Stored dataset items
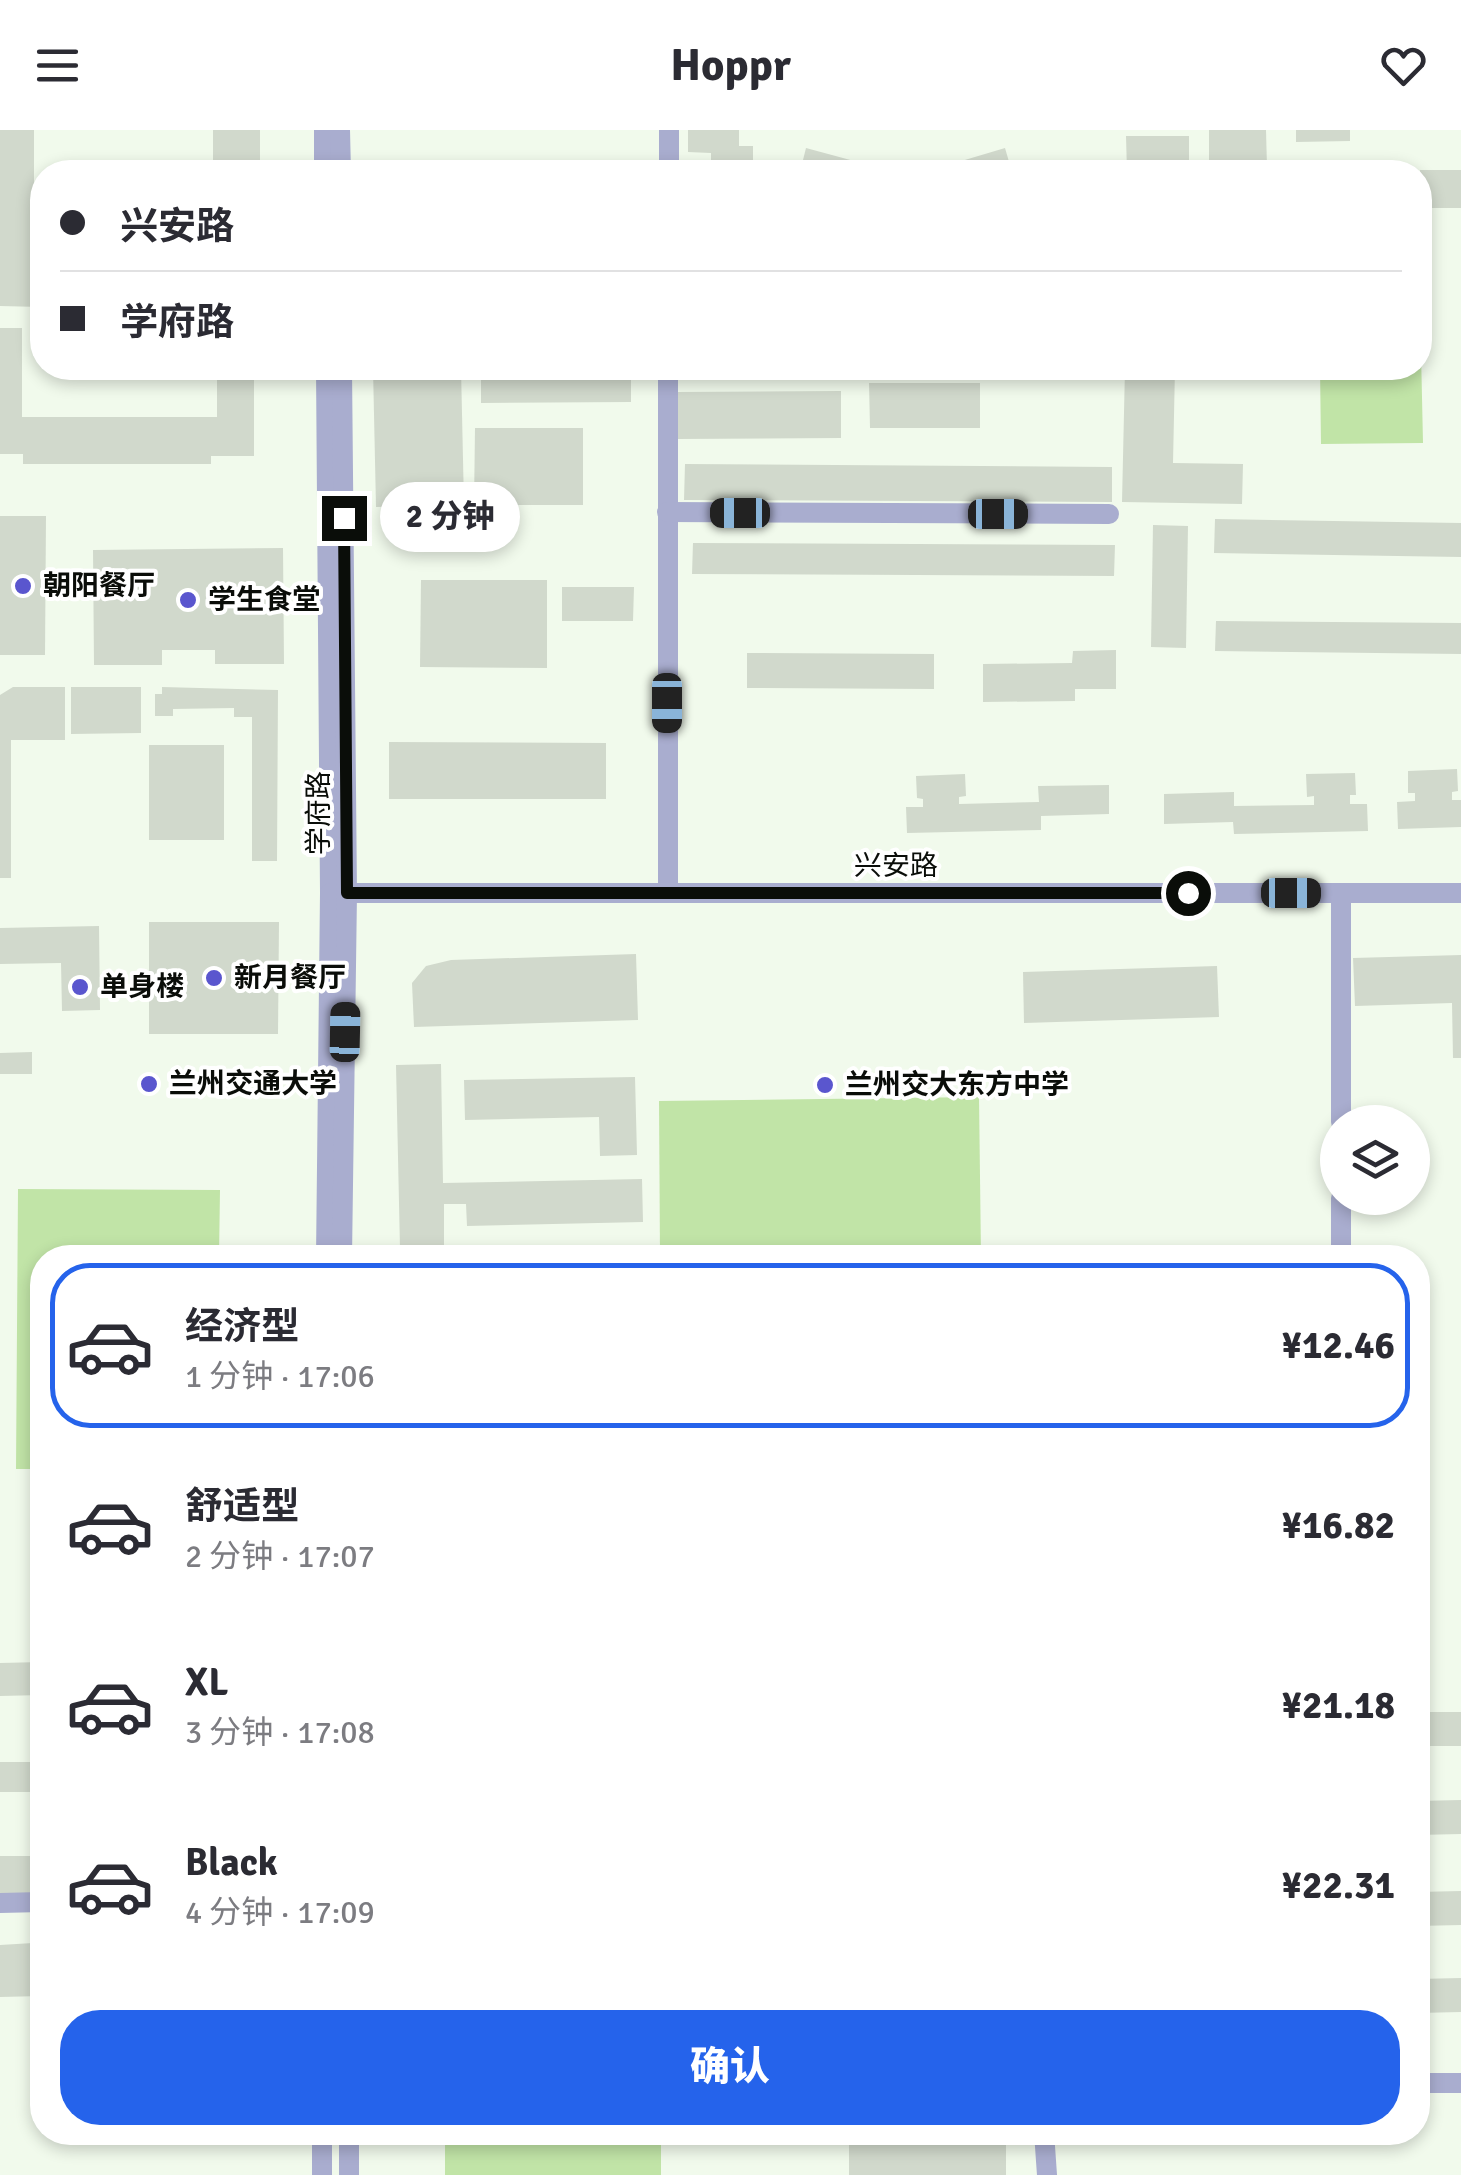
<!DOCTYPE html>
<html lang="zh">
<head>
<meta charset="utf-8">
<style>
	:root { --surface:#fff; --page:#f7f7f7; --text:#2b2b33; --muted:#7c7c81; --line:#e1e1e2; --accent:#2563eb }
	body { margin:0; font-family:Signika,"Noto Sans SC",sans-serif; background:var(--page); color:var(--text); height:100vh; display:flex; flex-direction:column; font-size:38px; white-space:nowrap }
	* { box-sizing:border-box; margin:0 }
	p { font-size:32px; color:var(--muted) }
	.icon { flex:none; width:55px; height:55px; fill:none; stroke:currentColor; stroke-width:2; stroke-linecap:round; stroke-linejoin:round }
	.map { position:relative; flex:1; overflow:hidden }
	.side { position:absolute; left:30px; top:1115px; width:1400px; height:900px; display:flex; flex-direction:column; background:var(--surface); border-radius:40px; box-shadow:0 5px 15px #0003 }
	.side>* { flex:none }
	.top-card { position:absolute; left:30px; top:30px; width:1402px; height:220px; border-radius:40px; box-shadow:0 5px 15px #0003; display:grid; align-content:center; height:220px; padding:0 30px; background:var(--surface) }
	.buttons { position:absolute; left:1320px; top:975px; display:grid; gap:20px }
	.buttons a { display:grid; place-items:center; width:110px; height:110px; border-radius:50%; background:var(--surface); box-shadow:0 5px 15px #0003; font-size:50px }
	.end { position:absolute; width:45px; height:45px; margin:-22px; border:12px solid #0a0d09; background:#fff; box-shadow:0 0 0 5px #fff }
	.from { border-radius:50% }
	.bubble { position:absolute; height:70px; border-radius:35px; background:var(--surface); box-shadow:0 5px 15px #0003; font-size:32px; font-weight:800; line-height:70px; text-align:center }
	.car { position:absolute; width:30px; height:60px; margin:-30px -15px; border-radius:12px; box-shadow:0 0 8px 2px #0007; background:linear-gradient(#222 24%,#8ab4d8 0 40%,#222 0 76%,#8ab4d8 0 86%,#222 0) }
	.top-card b { display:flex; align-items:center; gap:35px; height:95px; font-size:38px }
	.top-card b+b { border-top:2px solid var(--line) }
	.top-card i { width:25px; height:25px; background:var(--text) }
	ul { padding:18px 0 0; list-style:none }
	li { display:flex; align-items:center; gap:30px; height:165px; margin:0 20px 15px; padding:0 10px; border:5px solid transparent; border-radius:40px }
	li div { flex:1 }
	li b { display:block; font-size:38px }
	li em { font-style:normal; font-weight:800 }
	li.selected { border-color:var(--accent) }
	li>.icon { width:90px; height:90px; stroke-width:1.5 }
	.button { display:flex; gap:20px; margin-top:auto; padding:20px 30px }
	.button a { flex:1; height:115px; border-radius:40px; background:var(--accent); color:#fff; font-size:40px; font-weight:800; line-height:115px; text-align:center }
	header { display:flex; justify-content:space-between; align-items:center; height:130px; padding:0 30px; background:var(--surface); font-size:45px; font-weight:800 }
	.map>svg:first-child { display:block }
</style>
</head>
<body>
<header><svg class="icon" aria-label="menu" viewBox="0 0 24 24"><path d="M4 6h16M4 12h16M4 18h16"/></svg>Hoppr<svg class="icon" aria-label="heart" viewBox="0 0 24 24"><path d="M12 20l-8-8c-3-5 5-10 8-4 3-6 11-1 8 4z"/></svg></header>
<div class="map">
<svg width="1461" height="2045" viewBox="0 0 1461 2045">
	<rect width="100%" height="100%" fill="#f1faec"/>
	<!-- green -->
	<g fill="#c1e4a7">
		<polygon points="1420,176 1423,313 1321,314 1320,238 1420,238"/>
		<polygon points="979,967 981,1127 660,1127 659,971"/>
		<polygon points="18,1059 220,1060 219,1127 42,1128 42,1339 16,1339"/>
		<rect x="445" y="2003" width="216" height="42"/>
	</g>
	<!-- building -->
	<g fill="#d1d9cc">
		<polygon points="0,0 34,0 34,68 42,68 41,177 0,176"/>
		<rect x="213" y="0" width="47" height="42"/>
		<polygon points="688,0 739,0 739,16 753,16 753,42 711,42 711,23 688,22"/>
		<polygon points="1209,0 1266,0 1267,37 1209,38"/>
		<polygon points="1296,0 1350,0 1350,11 1296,12"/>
		<polygon points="1126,6 1189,6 1189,42 1127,42"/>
		<polygon points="806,18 891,41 890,42 800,42"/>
		<polygon points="1005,18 1012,42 894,42 894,36 938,38"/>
		<rect x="1420" y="40" width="41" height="38"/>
		<polygon points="0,198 22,198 22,287 217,287 217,238 254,238 254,326 211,326 211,334 23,334 23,324 0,324"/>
		<polygon points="373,238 461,238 464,375 376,377"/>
		<polygon points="481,238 631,238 631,272 481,273"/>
		<polygon points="1125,238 1175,238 1173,333 1243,334 1242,374 1122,372"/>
		<polygon points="869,253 980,253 980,298 870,298"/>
		<polygon points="841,261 841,308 677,309 676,262"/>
		<polygon points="475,298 583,298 583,375 474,375"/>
		<polygon points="685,334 1112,337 1112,372 684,370"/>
		<polygon points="0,386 46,386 45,525 0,525"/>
		<polygon points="1215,389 1461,393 1461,427 1214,423"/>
		<polygon points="1153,395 1188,396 1186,518 1151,517"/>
		<polygon points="693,413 1115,415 1114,446 692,444"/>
		<polygon points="283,418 284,534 215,534 215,520 162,520 162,535 94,535 93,420"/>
		<polygon points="421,450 547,450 547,538 420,537"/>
		<polygon points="562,457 634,457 633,491 562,491"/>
		<polygon points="1216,491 1461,493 1461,524 1215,521"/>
		<polygon points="1116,520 1116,559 1075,559 1075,571 983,572 983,534 1072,533 1073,521"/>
		<polygon points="747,523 934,524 934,559 747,558"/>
		<polygon points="13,557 65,557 65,610 11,610 11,748 0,748 0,565"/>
		<polygon points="71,557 141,557 141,603 71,604"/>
		<polygon points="162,557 278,560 277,731 252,731 252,587 234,587 234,578 173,579 173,586 155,586 155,564 162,564"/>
		<polygon points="389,612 606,613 606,669 389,669"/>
		<rect x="149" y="615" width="75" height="95"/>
		<polygon points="1457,639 1458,661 1452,662 1452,670 1461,670 1461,697 1398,699 1397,672 1415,671 1415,663 1408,663 1408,641"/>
		<polygon points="1355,643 1356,665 1350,665 1350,674 1367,674 1368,701 1234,704 1233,692 1164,694 1164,664 1234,662 1234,676 1314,675 1314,666 1307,667 1306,644"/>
		<polygon points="965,644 966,666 959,667 959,674 1039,672 1038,656 1109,655 1109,684 1041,686 1041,700 907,703 906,677 923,677 923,669 917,668 916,646"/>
		<polygon points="149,792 279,792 278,904 149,904"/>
		<polygon points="99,796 100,880 62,881 61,833 0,834 0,798"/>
		<polygon points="636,824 638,890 414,897 412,853 426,836 451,830"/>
		<polygon points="1461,825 1461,928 1453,928 1452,873 1355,876 1353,828"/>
		<polygon points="1217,836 1219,887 1024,893 1023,842"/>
		<polygon points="32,922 32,944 0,944 0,923"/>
		<polygon points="441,934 443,1053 642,1049 643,1092 467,1096 466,1074 444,1074 444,1118 400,1119 396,935"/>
		<polygon points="635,947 637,1025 600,1026 599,987 465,990 464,950"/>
		<polygon points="42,1532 42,1565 0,1566 0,1533"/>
		<rect x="1418" y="1582" width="43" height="34"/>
		<rect x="0" y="1632" width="42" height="30"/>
		<polygon points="1461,1670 1461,1704 1418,1705 1418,1671"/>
		<rect x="0" y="1726" width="42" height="38"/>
		<polygon points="1461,1761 1461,1795 1418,1796 1418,1762"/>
		<polygon points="33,1813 33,1827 42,1827 42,1866 0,1867 0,1815"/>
		<polygon points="1461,1848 1461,1882 1418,1883 1418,1849"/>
		<polygon points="1006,2008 1006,2045 849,2045 849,2009"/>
	</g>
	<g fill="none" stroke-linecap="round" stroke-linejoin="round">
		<!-- minor -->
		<g stroke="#a9adcf" stroke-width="20">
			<polyline points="324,0 324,42"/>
			<polyline points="340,0 341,42"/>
			<polyline points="669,0 669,42"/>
			<polyline points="326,238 330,763 326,1128"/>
			<polyline points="668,238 668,763"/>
			<polyline points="667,382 1109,384"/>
			<polyline points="330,763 1461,763"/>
			<polyline points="1341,992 1341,763"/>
			<polyline points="342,1128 347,763 342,238"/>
			<polyline points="1341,1128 1341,1068"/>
			<polyline points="0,1773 42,1772"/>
			<polyline points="1418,1953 1461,1953"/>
			<polyline points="349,2002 349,2045"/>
			<polyline points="1044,2002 1047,2045"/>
			<polyline points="322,2045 322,2002"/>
		</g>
	</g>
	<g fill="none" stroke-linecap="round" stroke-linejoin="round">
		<!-- route -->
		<polyline stroke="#0a0d09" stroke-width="12" points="344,388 347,763 1188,763"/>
	</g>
	<!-- markers -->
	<g fill="#5a56ce" stroke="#fff" stroke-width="4">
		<circle cx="23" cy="456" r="10"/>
		<circle cx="188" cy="470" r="10"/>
		<circle cx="214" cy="848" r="10"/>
		<circle cx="80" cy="857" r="10"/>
		<circle cx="149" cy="954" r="10"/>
		<circle cx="825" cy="955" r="10"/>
	</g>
	<g text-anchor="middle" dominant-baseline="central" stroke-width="8" stroke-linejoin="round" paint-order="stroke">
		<!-- poi labels -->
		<g font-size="28" font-weight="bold" fill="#0a0d09" stroke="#fff" text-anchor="start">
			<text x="43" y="456">朝阳餐厅</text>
			<text x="208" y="470">学生食堂</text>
			<text x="234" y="848">新月餐厅</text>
			<text x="100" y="857">单身楼</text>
			<text x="169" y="954">兰州交通大学</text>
			<text x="845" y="955">兰州交大东方中学</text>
		</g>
		<!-- street labels -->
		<g font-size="28" fill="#0a0d09" stroke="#fff">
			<text transform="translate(319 683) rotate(-90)">学府路</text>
			<text x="896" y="736">兴安路</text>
		</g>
	</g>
</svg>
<div class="buttons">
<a><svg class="icon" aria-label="layers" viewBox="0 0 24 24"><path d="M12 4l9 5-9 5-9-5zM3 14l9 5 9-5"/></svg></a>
</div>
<i class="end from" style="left:1188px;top:763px"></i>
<i class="end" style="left:344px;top:388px"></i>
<div class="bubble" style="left:380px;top:352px;width:140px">2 分钟</div>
<i class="car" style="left:740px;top:383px;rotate:270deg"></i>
<i class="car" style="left:998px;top:384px;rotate:90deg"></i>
<i class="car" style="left:667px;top:573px;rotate:180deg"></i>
<i class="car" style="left:1291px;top:763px;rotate:90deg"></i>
<i class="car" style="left:345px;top:902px;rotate:1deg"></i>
<div class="top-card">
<b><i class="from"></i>兴安路</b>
<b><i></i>学府路</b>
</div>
<section class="side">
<ul>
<li class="selected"><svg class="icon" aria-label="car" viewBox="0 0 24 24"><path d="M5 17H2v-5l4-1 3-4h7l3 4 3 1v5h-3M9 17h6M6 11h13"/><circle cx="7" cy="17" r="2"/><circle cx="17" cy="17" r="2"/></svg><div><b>经济型</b><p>1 分钟 · 17:06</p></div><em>¥12.46</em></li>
<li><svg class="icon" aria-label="car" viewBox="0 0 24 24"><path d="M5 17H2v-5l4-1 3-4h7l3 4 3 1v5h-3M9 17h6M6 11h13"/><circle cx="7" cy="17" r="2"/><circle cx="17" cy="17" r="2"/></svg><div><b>舒适型</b><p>2 分钟 · 17:07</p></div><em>¥16.82</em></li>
<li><svg class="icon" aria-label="car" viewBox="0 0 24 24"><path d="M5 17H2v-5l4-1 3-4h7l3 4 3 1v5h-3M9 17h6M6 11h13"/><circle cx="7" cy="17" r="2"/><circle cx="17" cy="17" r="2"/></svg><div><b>XL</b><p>3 分钟 · 17:08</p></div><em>¥21.18</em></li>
<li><svg class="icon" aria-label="car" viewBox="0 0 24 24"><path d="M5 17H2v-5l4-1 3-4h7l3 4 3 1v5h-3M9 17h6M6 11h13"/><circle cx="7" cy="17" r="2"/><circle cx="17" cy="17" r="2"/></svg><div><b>Black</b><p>4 分钟 · 17:09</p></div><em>¥22.31</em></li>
</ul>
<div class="button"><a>确认</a></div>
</section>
</div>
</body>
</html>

▸ Your task:
Report each line of the entries where the word "body" occurs.

▸ Task response:
	body { margin:0; font-family:Signika,"Noto Sans SC",sans-serif; background:var(--page); color:var(--text); height:100vh; display:flex; flex-direction:column; font-size:38px; white-space:nowrap }
<body>
</body>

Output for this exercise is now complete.